If your worried about having a closed farm yourself then are you going to be buying a buck that's been tested? Just a thought  

I bought all of my goats not tested and I just pulled all of their blood myself last month, thankfully they all came back negative.  I will now only buy goats that have been tested and come back negative at least twice.  I learned a very hard lesson from a friends hardship and CL last month.  

It's so much easier for me to lease a buck here.  I can actually buy one for $50 but then I have to worry about selling him.


----------



## Rence (Jun 14, 2009)

Freemotion, you're not alone. There are many goats here that I would love to lease, but like you, I'm encountering closed herds. They're for sale only.

I don't blame them.

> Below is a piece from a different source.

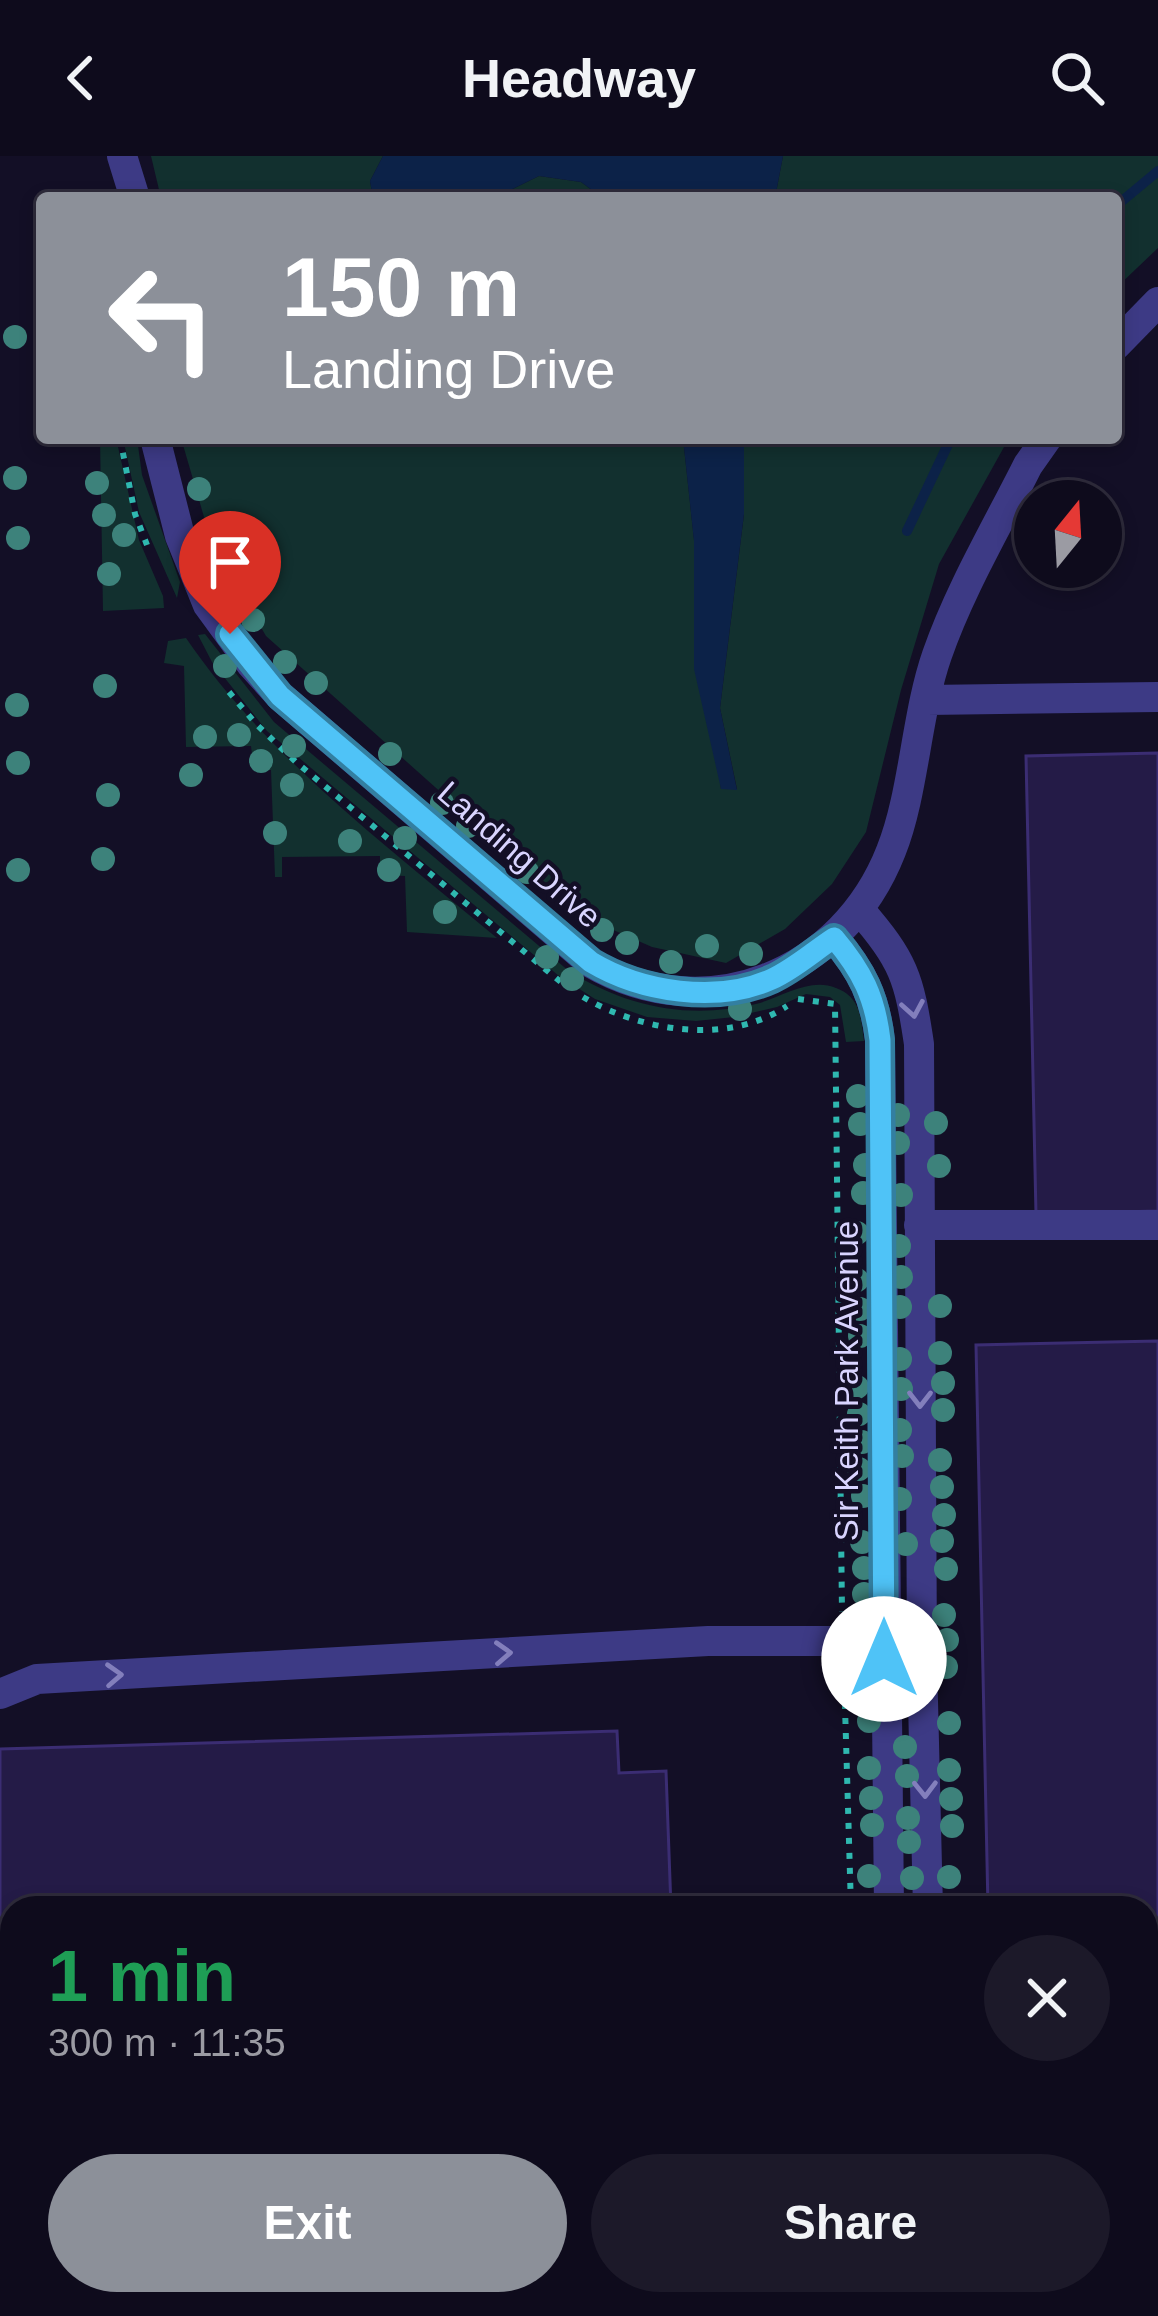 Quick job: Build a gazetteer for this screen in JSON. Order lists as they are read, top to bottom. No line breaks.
{"streets":{"street":["Landing Drive","Sir Keith Park Avenue"]},"crossings":[["Landing Drive","Sir Keith Park Avenue"]],"north":"top","page":{"header":"Headway","turn":["150 m","Landing Drive"],"heading":["1 min","300 m · 11:35"],"buttons":["Exit","Share"]}}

I don't lease out my bucks either and someone asked if they could bring a doe here and have my buck breed her and I said no.  I've really spent a lot of time, money and effort to try and keep my goats healthy.  When I bought that new buck, he was segregated for two months. He came from a herd that is checked yearly. I didn't ask for documentation though...in this case I trusted the reputation of the breeder and didn't even think to ask. I suppose I should have.


----------



## alba (Jun 14, 2009)

These are reasons why I want to freeze some of my buck's sperm before he is wethered. This way if later I decide to keep only does, I will have a supply of sperm in the freezer for whenever I need it.  And I would know who it came from.

I enjoy having my boys around though. The Nigerian boys are very gentle and playful. Maybe even more personable than my does.  If I am not mistaken they are fertile all year round so I don't think they exactly have a rut period.


----------



## freemotion (Jun 14, 2009)

alba, have you found info on freezing goat semen?  When I was in the horse world, freezing semen was an expensive proposition.  Collection must be done by experienced people with correct collecting equipment, the collection has to be centrifuged and separated for freezing, and freezing is a science in itself.  Storage costs money, too, and must be done properly for the sperm to be viable.  Even so, some viability is lost and there is a limited "shelf life," but I have no clue as to how fragile goat semen is compared to bulls or stallions.


----------



## alba (Jun 14, 2009)

thanks  :/


----------



## freemotion (Jun 14, 2009)

Sorry......wish it were "icecube trays and a turkey baster!"


----------